Przychodzimy do sanktuarium Matki Bożej w Rywałdzie po pocieszenie jak prymas, którego w 1953 r. powitała Maryja w wizerunku zawieszonym na ścianie celi.
Przedstawiamy nasze codzienne sprawy, radości i smutki, rodzinne i osobiste, modlitwy za siebie i innych strapionych. Wyjeżdżamy stąd pocieszeni, bo Matka Boża spogląda na nas ze swoim Synem tak jak dawniej. Ta sama Boża łaska pragnie dotknąć naszych serc – w słowie rozpoczynającym Mszę św. podkreślił bp Józef Szamocki.
Wspólnota wiary
Do sanktuarium w Rywałdzie jak co roku przybywają tłumy czcicieli Matki Bożej: kapłani, siostry zakonne, świeccy, Romowie, władze samorządowe. Tegoroczny odpust został przeniesiony (z uwagi na termin beatyfikacji kard. Wyszyńskiego) i rozpoczął się 17 września. Powitano peregrynującą w naszej diecezji kopię obrazu Świętej Rodziny. Następnego dnia przeżywano bierzmowanie młodzieży, a 19 września miało miejsce główne święto dziękczynienia Bogu za Maryję.
Na plac przyklasztorny, wypełniony po brzegi pielgrzymami, bracia kapucyni wnieśli figurę Matki Bożej z Dzieciątkiem. Maryja szła do swoich dzieci, które zanosiły modlitwy za Kościół, diecezję, parafię, za siebie, ale także za szybki powrót do zdrowia proboszcza i gwardiana klasztoru br. Mirosława.
Najważniejszy jest Jezus
Reklama
W homilii bp Józef, stawiając za wzór Prymasa Tysiąclecia, zniewolonego w latach 1953-56 zewnętrznie, ale wewnętrznie zawsze wolnego, mówił o zagrożeniach grzechu i zniewoleniach dla człowieka. Każdego dnia potrzebujemy Zbawiciela, obrońcy przed złem.
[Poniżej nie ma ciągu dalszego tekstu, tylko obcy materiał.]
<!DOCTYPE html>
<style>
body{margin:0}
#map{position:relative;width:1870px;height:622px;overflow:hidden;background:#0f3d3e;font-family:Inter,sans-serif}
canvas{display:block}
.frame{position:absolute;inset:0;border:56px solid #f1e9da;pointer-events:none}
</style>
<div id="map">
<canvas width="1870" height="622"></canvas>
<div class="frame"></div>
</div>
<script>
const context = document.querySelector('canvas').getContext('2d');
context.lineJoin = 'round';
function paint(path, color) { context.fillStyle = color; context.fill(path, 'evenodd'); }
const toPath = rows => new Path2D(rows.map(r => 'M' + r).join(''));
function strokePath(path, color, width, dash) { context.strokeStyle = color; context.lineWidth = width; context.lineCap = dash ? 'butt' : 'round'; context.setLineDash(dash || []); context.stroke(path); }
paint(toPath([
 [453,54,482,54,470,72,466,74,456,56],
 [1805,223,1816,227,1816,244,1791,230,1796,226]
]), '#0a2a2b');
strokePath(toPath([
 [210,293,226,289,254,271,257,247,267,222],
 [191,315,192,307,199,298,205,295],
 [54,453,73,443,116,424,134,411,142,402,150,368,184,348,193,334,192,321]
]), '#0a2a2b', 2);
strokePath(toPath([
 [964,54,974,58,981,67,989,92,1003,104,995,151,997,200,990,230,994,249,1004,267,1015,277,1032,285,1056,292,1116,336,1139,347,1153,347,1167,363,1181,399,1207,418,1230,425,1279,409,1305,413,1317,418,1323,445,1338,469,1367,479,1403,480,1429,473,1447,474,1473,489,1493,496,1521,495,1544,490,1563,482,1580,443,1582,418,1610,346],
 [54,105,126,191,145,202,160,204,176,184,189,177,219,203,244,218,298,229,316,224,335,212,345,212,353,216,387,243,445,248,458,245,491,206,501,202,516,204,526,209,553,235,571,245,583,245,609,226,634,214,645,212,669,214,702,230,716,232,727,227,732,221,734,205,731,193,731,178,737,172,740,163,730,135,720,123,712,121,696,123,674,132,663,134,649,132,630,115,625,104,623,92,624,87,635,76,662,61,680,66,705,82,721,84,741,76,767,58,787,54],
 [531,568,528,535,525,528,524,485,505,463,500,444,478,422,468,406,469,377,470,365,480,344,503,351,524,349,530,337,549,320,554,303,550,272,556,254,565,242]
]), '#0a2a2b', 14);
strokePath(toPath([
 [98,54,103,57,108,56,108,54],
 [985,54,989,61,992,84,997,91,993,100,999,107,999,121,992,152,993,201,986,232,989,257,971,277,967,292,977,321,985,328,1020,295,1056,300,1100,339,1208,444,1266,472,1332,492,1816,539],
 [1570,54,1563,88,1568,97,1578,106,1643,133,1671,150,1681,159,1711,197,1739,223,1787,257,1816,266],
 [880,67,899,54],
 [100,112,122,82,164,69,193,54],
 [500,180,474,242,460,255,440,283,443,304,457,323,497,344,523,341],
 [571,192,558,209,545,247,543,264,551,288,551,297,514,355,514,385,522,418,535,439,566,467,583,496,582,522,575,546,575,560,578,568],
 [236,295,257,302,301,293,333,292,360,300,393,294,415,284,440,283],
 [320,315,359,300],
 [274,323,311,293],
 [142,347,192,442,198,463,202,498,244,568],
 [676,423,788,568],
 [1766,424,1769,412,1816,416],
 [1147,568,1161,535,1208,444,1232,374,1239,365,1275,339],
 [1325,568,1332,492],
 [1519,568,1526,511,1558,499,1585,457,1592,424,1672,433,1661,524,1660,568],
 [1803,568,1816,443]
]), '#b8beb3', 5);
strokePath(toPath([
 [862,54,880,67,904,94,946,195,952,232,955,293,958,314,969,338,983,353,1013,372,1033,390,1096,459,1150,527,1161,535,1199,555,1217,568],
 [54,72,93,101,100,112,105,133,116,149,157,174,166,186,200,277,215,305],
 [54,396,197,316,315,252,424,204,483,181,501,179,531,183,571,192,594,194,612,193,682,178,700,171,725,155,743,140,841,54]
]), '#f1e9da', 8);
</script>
Podkreślił, że należy trwać do końca przy Bogu. – Takim wzorem dla nas jest prymas Wyszyński, który postawił wszystko na Maryję. Marzył o tym, aby kolejne pokolenia czyniły to samo, bo wtedy będziemy rzeczywiście zbawieni – mówił bp Józef.
Zauważył, że najważniejsze wydarzenia w życiu prymasa, ale także i po jego śmierci, miały miejsce w święta maryjne. – Dzieje Kościoła potwierdzają, jak życie zakorzenione w Bogu jest darem, który otrzymujemy przez Matkę. Cieszmy się więc naszą wiarą i powołaniem. Zamanifestujmy, że dla nas najważniejszy jest Jezus, którego nam daje Maryja – wezwał ksiądz biskup.
W dalszej części bp Józef podkreślał, że jako ludzie nadziei mamy być wolni od grzechu, ponieważ naszym powołaniem jest zawierzenie Maryi i Jezusowi. Zachęcił, aby częściej dziękować za wiarę. – Rywałd wciąż pokazuje, że są tutaj ludzie, dla których wiara w Boga ma znaczenie – podkreślił. Należy więc przyjąć Jego miłość i zawierzyć jak Maryja, nasza pokorna nauczycielka na drodze wiary.
Dziękując zgromadzonym pielgrzymom za obecność i świadectwo wiary, podkreślił, że chwałą Bożą są święci i błogosławieni, ale także czciciele Boga na ziemi. – Tylko miłując, otworzymy świat łaski, bo kochać to żyć dla Jezusa i dać się prowadzić Jego drogami – dodał.
Podziękowanie za plony
Wrześniowy odpust był także dniem dożynek. Z tej okazji bp Szamocki poświęcił wieniec, który z wdzięcznością Bogu za dary ziemi rolnicy zanieśli przed ołtarz w świątyni. Po Mszy św. w kościele wysłuchano koncertu pieśni maryjnych w wykonaniu Agnieszki Pilewskiej (sopran) i Jakuba Gawrysiaka (organy). W tym czasie można było odwiedzić celę uwięzienia bł. Stefana Wyszyńskiego, salę pamięci, katakumby, w ogrodzie kontemplować przyrodę, w sklepiku nabyć pamiątki, a także zamawiać intencje Mszy św., które będą odprawione w sanktuarium.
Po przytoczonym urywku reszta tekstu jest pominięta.